Yield % Problem

[Missvici101]

Hello,
I need to calculate the yield % of [(Ph)₃PH]₂[CoCl₄]

The actual yield is 2.715g
My issue is with the theoretical yield, here is how I did it:

I'm following this reaction that was given in the explanations of my homework; (C₆H₅)₃P + HCl => (C₆H₅)₃PH+ + Cl-

Molar mass of (C₆H₅)₃P: 262.29 g/mol
Molar mass of (C₆H₅)₃PH⁺: 263.30 g/mol
Mass of Triphenylphosphine measured: 1.062 g

n(triphenylphosphine)=m(triphenylphosphine)/M(triphenylphosphine) =1.062g/(262.29 g/mol)=4.049×10^-3 mol

Molar mass of [(Ph)₃PH]₂[CoCl₄] : 727.33 g/mol
Since there are 2 molecules of (Ph)₃PH in the [(Ph)₃PH]₂[CoCl₄], the n(triphenylphosphine) needs to be divided by  2.

n([(Ph)₃PH]₂[CoCl₄])=n(triphenylphosphine)/2=2.025×10^-3 mol

m[(Ph)₃PH]₂[CoCl₄] =n[(Ph)₃PH]₂[CoCl₄] ×M[(Ph)₃PH]₂[CoCl₄]
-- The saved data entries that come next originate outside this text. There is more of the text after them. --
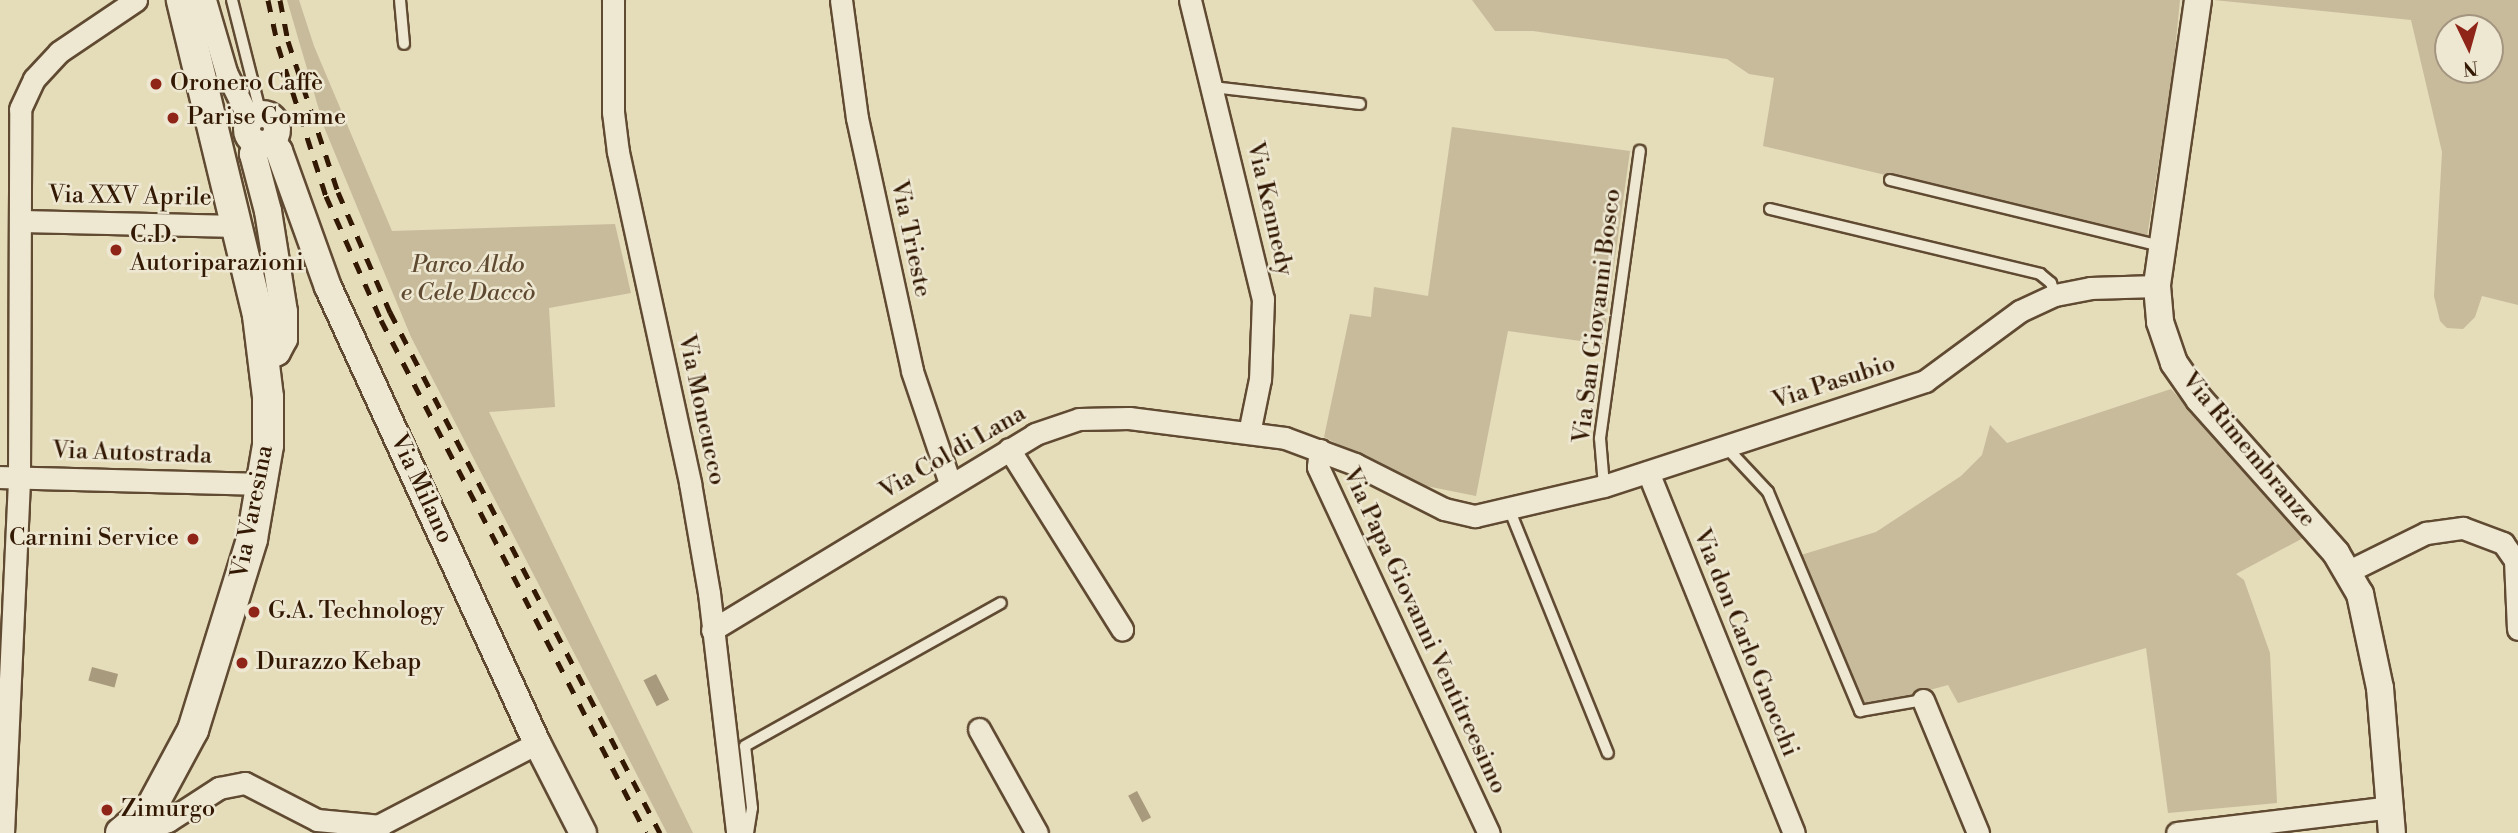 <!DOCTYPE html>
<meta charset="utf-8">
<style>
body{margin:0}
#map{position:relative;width:2518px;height:833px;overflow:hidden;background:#e5dcba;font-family:"Libre Bodoni",serif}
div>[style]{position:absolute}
.green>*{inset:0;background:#c7bb9b}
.water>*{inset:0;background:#a89a7c;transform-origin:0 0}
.roads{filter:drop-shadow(2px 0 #604a32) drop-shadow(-2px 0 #604a32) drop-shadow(0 2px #604a32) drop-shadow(0 -2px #604a32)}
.service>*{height:10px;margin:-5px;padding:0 5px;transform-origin:5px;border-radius:5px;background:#eee8d2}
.minor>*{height:21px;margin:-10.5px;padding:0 10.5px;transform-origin:10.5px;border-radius:10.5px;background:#eee8d2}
.tertiary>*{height:26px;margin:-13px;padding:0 13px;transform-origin:13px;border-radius:13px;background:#eee8d2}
.tertiary>.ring{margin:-13px;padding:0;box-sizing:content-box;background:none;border:26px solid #eee8d2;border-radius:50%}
.secondary>*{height:30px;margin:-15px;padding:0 15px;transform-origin:15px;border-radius:15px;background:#eee8d2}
.rail>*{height:5px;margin-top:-2.5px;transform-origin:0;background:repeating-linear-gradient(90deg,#331904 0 12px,transparent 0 24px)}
.dots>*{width:19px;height:19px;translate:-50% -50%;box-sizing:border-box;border:4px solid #eee8d2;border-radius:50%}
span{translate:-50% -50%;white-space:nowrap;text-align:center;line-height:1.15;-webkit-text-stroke:5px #eee8d2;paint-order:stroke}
.poi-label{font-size:24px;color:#331904}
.left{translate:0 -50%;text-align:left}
.right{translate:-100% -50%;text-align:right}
.street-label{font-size:24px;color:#331904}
.park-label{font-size:24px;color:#5f4a31;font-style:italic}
.north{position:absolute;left:2434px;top:14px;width:70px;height:70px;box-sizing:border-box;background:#eee8d2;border:2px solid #a39580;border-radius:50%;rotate:175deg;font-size:19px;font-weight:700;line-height:28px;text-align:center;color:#331904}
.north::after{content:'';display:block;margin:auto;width:24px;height:32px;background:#8f2418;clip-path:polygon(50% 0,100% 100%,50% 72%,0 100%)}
</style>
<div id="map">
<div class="green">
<div style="clip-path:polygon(287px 0,299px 0,314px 46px,392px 231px,615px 224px,631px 293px,549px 308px,555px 407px,489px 412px,693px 833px,667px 833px,411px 337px,324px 127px)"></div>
<div style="clip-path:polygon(1472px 0,2180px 0,2173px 72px,2147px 237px,1763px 146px,1774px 78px,1749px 74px,1727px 59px,1533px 31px,1495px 31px)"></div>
<div style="clip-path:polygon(evenodd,2214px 0,2518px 0,2518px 305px,2482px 296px,2475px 317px,2463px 329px,2447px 328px,2440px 321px,2434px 296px,2442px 152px,2411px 20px,2214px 0,2448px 28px,2490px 28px,2490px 70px,2448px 70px,2448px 28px)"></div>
<div style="clip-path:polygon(1452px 127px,1630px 151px,1603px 344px,1508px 331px,1476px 496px,1411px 483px,1324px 437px,1350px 314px,1371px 317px,1374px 287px,1428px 296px)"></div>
<div style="clip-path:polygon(2171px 389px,2305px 537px,2236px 574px,2244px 580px,2270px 653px,2277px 803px,2168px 813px,2146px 648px,1958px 703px,1948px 685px,1867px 707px,1859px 702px,1801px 555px,1876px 532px,1961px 476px,1982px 455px,1990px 425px,2007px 443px)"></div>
</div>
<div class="water">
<div style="left:92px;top:667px;width:27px;height:14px;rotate:15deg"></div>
<div style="left:656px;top:674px;width:29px;height:14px;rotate:63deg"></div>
<div style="left:1137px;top:791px;width:30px;height:10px;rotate:62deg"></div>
</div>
<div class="roads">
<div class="service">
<div style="left:232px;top:0;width:119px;rotate:75.8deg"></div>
<div style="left:400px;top:0;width:44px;rotate:84.8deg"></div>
<div style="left:1213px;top:87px;width:148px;rotate:6.6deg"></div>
<div style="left:1890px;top:180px;width:279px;rotate:13.7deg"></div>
<div style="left:1770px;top:209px;width:278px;rotate:13.5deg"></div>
<div style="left:2040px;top:274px;width:14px;rotate:39deg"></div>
<div style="left:2051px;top:283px;width:13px;rotate:72deg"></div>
<div style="left:1725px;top:446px;width:63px;rotate:46.9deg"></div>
<div style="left:1768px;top:492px;width:238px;rotate:67.2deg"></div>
<div style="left:1860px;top:711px;width:64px;rotate:-9.9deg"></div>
<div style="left:1604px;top:486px;width:48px;rotate:-94.8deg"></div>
<div style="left:1600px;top:438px;width:290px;rotate:-82.1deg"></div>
<div style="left:1510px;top:511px;width:261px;rotate:68deg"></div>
<div style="left:748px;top:833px;width:25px;rotate:-81deg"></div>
<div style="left:752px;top:808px;width:62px;rotate:-96.4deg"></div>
<div style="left:745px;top:746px;width:293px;rotate:-29.2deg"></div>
</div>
<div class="minor">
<div style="left:205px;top:0;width:75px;rotate:73.7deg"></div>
<div style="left:226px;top:72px;width:55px;rotate:63.9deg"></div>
<div style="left:613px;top:0;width:112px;rotate:90deg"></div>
<div style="left:613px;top:112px;width:40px;rotate:82.9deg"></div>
<div style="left:618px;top:152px;width:339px;rotate:77.7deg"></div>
<div style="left:690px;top:483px;width:112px;rotate:80.2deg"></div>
<div style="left:709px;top:593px;width:242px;rotate:83.3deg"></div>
<div style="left:841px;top:0;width:119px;rotate:82.3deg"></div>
<div style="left:857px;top:118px;width:259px;rotate:77.7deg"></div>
<div style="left:912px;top:371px;width:118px;rotate:71.3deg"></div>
<div style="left:1190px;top:0;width:308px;rotate:76.3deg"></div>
<div style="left:1263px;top:299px;width:80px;rotate:92.1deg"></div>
<div style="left:1260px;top:379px;width:55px;rotate:101.5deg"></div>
<div style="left:21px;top:221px;width:217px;rotate:1.3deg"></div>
<div style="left:1009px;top:449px;width:213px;rotate:57.9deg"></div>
<div style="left:1320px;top:450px;width:17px;rotate:97deg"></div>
<div style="left:1318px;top:467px;width:404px;rotate:65deg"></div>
<div style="left:1648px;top:472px;width:389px;rotate:68deg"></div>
<div style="left:0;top:477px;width:263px;rotate:1.5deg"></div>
<div style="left:2349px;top:571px;width:86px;rotate:-26.3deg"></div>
<div style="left:2426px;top:533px;width:37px;rotate:-8deg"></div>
<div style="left:2463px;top:528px;width:43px;rotate:20.6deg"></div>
<div style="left:2503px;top:543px;width:21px;rotate:55deg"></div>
<div style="left:2515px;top:560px;width:69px;rotate:87.5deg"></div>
<div style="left:712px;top:630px;width:378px;rotate:-31.2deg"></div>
<div style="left:1035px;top:434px;width:46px;rotate:-18.8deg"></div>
<div style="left:1079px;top:419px;width:50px;rotate:-1.1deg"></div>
<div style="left:1129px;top:418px;width:157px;rotate:7.3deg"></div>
<div style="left:1285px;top:438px;width:75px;rotate:20.4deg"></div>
<div style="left:1355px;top:464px;width:100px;rotate:26.8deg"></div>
<div style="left:1444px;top:509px;width:32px;rotate:13deg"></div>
<div style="left:1475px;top:516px;width:132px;rotate:-13.1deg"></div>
<div style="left:1604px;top:486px;width:338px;rotate:-18.1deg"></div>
<div style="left:1925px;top:381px;width:118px;rotate:-36.4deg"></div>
<div style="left:2020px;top:311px;width:38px;rotate:-25deg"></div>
<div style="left:2055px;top:295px;width:36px;rotate:-11deg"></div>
<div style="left:2090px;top:288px;width:67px;rotate:-1.7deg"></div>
<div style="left:1923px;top:700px;width:144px;rotate:67.5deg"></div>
<div style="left:979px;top:729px;width:119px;rotate:60.9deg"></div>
<div style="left:136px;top:824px;width:17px;rotate:7deg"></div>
<div style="left:153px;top:826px;width:16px;rotate:-18deg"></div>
<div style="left:168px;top:821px;width:61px;rotate:-32.9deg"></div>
<div style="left:219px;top:788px;width:26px;rotate:-11deg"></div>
<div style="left:245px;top:783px;width:81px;rotate:27.2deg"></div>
<div style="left:317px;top:820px;width:64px;rotate:5.4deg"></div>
<div style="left:370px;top:830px;width:188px;rotate:-27.5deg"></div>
<div style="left:3px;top:833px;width:356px;rotate:-87.4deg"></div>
<div style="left:19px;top:477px;width:368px;rotate:-89.8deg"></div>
<div style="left:20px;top:109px;width:33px;rotate:-65deg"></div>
<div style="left:34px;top:79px;width:37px;rotate:-47deg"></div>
<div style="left:59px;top:52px;width:93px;rotate:-34deg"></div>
<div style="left:2177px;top:833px;width:216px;rotate:-6.9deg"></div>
</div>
<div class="tertiary">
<div style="left:2198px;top:0;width:289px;rotate:98.2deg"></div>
<div style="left:2157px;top:286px;width:36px;rotate:85deg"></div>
<div style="left:2160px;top:322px;width:43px;rotate:71.1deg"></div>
<div style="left:2174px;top:363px;width:44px;rotate:55.2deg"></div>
<div style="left:2199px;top:399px;width:206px;rotate:48.3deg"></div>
<div style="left:2336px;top:553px;width:48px;rotate:59.7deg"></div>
<div style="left:2360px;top:594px;width:96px;rotate:78deg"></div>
<div style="left:2380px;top:688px;width:145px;rotate:85.3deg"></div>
<div class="ring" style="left:247px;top:114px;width:4px;height:4px"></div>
<div style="left:272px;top:141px;width:12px;rotate:55deg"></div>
<div style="left:279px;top:151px;width:145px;rotate:70.2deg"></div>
<div style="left:328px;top:287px;width:502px;rotate:65.38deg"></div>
<div style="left:537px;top:743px;width:101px;rotate:62.9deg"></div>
<div style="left:257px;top:143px;width:12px;rotate:110deg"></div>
<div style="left:253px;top:154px;width:59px;rotate:75.3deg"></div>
<div style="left:268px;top:211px;width:102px;rotate:81deg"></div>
<div style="left:284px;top:312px;width:27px;rotate:90deg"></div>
<div style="left:284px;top:339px;width:15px;rotate:118deg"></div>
<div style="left:277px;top:352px;width:13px;rotate:153deg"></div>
</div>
<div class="secondary">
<div style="left:121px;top:833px;width:39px;rotate:-40deg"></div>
<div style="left:151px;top:808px;width:89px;rotate:-61.7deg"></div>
<div style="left:193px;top:730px;width:200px;rotate:-72.8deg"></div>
<div style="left:252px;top:539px;width:95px;rotate:-80.3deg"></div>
<div style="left:268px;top:445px;width:48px;rotate:-90deg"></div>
<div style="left:268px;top:397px;width:83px;rotate:-97deg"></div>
<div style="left:258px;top:315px;width:324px;rotate:-103.6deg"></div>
</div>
</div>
<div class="rail">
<div style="left:268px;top:0;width:47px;rotate:77.7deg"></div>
<div style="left:278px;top:46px;width:157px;rotate:72.3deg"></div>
<div style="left:326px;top:196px;width:136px;rotate:66.1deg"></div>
<div style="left:381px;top:320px;width:577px;rotate:62.68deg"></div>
<div style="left:280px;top:0;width:42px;rotate:79deg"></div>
<div style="left:288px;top:41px;width:159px;rotate:71.7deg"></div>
<div style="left:338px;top:192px;width:131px;rotate:66.6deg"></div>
<div style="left:390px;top:312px;width:587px;rotate:62.61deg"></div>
</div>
<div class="dots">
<div style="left:156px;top:84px;background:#8f2418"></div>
<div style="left:173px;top:118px;background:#8f2418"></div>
<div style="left:116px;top:250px;background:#8f2418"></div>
<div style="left:193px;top:539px;background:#8f2418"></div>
<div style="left:254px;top:612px;background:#8f2418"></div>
<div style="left:242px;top:663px;background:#8f2418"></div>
<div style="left:107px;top:810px;background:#8f2418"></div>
</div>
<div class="poi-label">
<span class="left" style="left:170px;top:84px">Oronero Caffè</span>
<span class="left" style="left:187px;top:118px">Parise Gomme</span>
<span class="left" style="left:130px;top:250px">C.D.<br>Autoriparazioni</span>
<span class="right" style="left:179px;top:539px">Carnini Service</span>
<span class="left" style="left:268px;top:612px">G.A. Technology</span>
<span class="left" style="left:256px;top:663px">Durazzo Kebap</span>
<span class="left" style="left:121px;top:810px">Zimurgo</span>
</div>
<div class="street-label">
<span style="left:130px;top:197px;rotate:1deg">Via XXV Aprile</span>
<span style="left:1269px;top:209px;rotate:77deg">Via Kennedy</span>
<span style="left:910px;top:239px;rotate:78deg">Via Trieste</span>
<span style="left:1598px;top:316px;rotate:-83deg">Via San Giovanni Bosco</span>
<span style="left:1834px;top:383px;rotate:-18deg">Via Pasubio</span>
<span style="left:701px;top:410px;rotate:78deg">Via Moncucco</span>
<span style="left:2248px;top:450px;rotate:50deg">Via Rimembranze</span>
<span style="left:953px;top:453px;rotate:-30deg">Via Col di Lana</span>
<span style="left:132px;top:454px;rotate:2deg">Via Autostrada</span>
<span style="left:421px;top:489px;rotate:65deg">Via Milano</span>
<span style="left:253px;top:512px;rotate:-79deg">Via Varesina</span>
<span style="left:1424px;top:631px;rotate:65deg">Via Papa Giovanni Ventitreesimo</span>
<span style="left:1745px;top:643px;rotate:68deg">Via don Carlo Gnocchi</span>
</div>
<div class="park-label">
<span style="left:468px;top:280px">Parco Aldo<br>e Cele Daccò</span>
</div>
<div class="north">N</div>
</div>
m[(Ph)₃PH]₂[CoCl₄] =(2.025x10^-3 mol)×(727.33 g⁄mol)
m[(Ph)₃PH]₂[CoCl₄] =1.479 g = Theoretical yield

You see, my theoretical yield is smaller than my actual yield.
If someone sees my mistake, please let me know.

Thank you,
MV101

[BabcockHall]

It would help the clarity of your question if you defined n, m, and M clearly and unambiguously.

[Missvici101]

n is the # of moles.

m is the mass of the measured samples

M is the Molar mass of the comound.

[BabcockHall]

So far, I have not found an error.  I did see one thing that bothered me a bit, and it could be a clue.  It is difficult to see how the protonated form of a phosphine could be a ligand to the metal ion.  The unprotonated form would be fine.